Changing the Port of an Embedded Tomcat Server in a Spring Boot Application
Yes, it is possible to change the port of the embedded Tomcat server in a Spring Boot application. To do so, you need to modify the `application.properties` file by adding the following line:
plain
server.port = 8081

Replace `8081` with the desired port number.
Alternatively, you can set the port programmatically in your main Spring Boot application class:
java
import org.springframework.boot.SpringApplication;
import org.springframework.boot.autoconfigure.SpringBootApplication;
import org.springframework.boot.web.embedded.tomcat.TomcatServletWebServerFactory;
import org.springframework.context.annotation.Bean;

@SpringBootApplication
public class MyApplication {
    
    public static void main(String[] args) {
        SpringApplication.run(MyApplication.class, args);
    }

    @Bean
    public TomcatServletWebServerFactory servletContainer() {
        TomcatServletWebServerFactory tomcat = new TomcatServletWebServerFactory();
        tomcat.setPort(8081); // replace 8081 with desired port number
        return tomcat;
    }
}

This will create a new embedded Tomcat server with the specified port number.
What is the Default Port of Tomcat in a Spring Boot Application?
In a Spring Boot Application, the default port number for Tomcat server is 8080. However, this can be changed by modifying the "server.port" property in the "application.properties" file. For example, if you want to change the port number to 9090, you can add the following line in the "application.properties" file:
server.port=9090
This will change the port number to 9090 and the application will run on this port.
Replacing Embedded Tomcat Server in Spring Boot
Yes, we can replace the embedded Tomcat server in Spring Boot with another server like Jetty or Undertow. To do so, we need to exclude the Tomcat dependency and include the dependency for the desired server in our project's build configuration. We also need to configure the server-specific properties in the application.properties or application.yml file.
Disabling Default Web Server in Spring Boot Application
Yes, it is possible to disable the default web server that comes with the Spring Boot application. This can be achieved by adding the following line of code to the application's properties file:
    server.port=-1
This will disable the default web server of the application. However, the application will still start up, and any other embedded servers or web containers that are added will take precedence over the default server. 
Furthermore, if the application requires a web server, it will need to be added to the application's dependencies and configured accordingly.
It is also important to note that disabling the default web server may impact certain functionalities and features of the application, and should only be done if there is a specific need to do so.
Disabling a Specific Auto-Configuration Class
To disable a specific auto-configuration class in your Spring Boot application, you can use the `@EnableAutoConfiguration` annotation with the `exclude` parameter. 
Here's an example:

@Configuration
@EnableAutoConfiguration(exclude= {DataSourceAutoConfiguration.class})
public class MyApplication {
    // Your application code
}

In this example, we are disabling the `DataSourceAutoConfiguration` class. You can replace it with any other auto-configuration class that you want to disable.
Note that the `exclude` parameter is an array, so you can disable multiple auto-configuration classes at once by adding them to the array.
Explanation of @RestController Annotation in Spring Boot
In Spring Boot, the @RestController annotation is used to define a RESTful web service.
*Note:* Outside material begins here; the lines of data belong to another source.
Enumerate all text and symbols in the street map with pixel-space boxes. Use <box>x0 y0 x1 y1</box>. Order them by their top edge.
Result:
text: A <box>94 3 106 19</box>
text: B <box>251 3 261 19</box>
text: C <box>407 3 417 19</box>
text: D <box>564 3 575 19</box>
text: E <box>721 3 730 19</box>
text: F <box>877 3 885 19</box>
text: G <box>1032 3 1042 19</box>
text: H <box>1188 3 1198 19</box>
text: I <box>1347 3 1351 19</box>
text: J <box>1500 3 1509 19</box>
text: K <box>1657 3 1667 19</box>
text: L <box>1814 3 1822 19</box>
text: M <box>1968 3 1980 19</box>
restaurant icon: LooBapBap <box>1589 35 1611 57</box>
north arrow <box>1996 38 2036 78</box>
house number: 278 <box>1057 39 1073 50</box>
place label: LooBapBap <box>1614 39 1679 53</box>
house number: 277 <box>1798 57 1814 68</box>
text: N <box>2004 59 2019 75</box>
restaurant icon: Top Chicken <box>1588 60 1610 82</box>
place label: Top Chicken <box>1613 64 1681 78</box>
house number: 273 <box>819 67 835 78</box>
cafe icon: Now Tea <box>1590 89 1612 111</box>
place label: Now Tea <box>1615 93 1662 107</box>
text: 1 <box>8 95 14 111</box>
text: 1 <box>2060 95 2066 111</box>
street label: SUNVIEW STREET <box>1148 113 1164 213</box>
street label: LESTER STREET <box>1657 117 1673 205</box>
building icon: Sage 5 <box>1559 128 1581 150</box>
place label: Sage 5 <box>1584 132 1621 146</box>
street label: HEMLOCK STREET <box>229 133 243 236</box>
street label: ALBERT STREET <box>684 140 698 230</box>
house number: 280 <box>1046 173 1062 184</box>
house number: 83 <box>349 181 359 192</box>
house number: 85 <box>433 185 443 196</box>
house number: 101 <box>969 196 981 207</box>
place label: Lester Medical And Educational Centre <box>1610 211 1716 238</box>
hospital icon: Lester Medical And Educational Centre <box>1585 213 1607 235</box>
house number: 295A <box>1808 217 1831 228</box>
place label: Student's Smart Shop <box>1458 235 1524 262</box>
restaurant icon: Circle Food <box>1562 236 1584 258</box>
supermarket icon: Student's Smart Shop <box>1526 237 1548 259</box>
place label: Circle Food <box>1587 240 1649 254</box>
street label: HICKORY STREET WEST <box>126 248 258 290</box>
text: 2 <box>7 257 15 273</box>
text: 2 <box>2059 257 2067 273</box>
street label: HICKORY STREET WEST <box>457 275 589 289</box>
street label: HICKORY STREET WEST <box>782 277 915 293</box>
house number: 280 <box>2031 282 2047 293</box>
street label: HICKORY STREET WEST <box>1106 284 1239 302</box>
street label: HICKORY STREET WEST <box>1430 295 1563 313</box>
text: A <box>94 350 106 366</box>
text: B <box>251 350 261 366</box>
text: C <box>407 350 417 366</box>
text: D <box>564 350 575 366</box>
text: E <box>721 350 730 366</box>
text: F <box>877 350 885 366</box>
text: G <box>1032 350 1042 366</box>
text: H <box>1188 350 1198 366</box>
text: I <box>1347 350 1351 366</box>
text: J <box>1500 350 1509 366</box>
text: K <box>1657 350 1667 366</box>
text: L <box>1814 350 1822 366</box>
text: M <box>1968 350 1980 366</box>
It combines two annotations: @Controller and @ResponseBody. The @Controller annotation is used to define a controller class, and the @ResponseBody annotation is used to indicate that the return value of a method should be serialized and returned in the response body.
By using @RestController, we can create a controller that handles RESTful requests. The returned data can be serialized into JSON or XML response by the use of a suitable message converter along with @ResponseBody.
Using the @RestController annotation removes the need to include @ResponseBody annotation in each method of our controller class.
Difference between @RestController and @Controller in Spring Boot
In Spring Boot, the @RestController and @Controller annotations are used to handle HTTP requests. 
The @RestController annotation is a combination of @Controller and @ResponseBody annotations. It is typically used in RESTful web services to map requests directly to the response body. It is used when the response from the server needs to be in a specific format, such as JSON or XML.
The @Controller annotation is used to indicate that a class serves the purpose of a controller. It works with the Model-View-Controller (MVC) architecture to manage HTTP requests and responses. The @Controller annotation returns the name of the view that needs to be rendered to the client.
In summary, the @RestController annotation is used for RESTful web services that need to return data in a specific format, while the @Controller annotation is used for server-side MVC web applications that need to render views to the client.
Flow of HTTPS Requests in a Spring Boot Application
In a Spring Boot application, HTTPS requests flow through the following steps:

A client sends an HTTPS request to the server.
The request is intercepted by the SSL/TLS layer, which negotiates the secure connection with the client.
The request is then passed to the Spring Boot application layer, which maps the request to the appropriate controller method based on the URL and HTTP method.
The controller method processes the request and returns a response.
The response is then passed back through the SSL/TLS layer, which encrypts the response and sends it back to the client.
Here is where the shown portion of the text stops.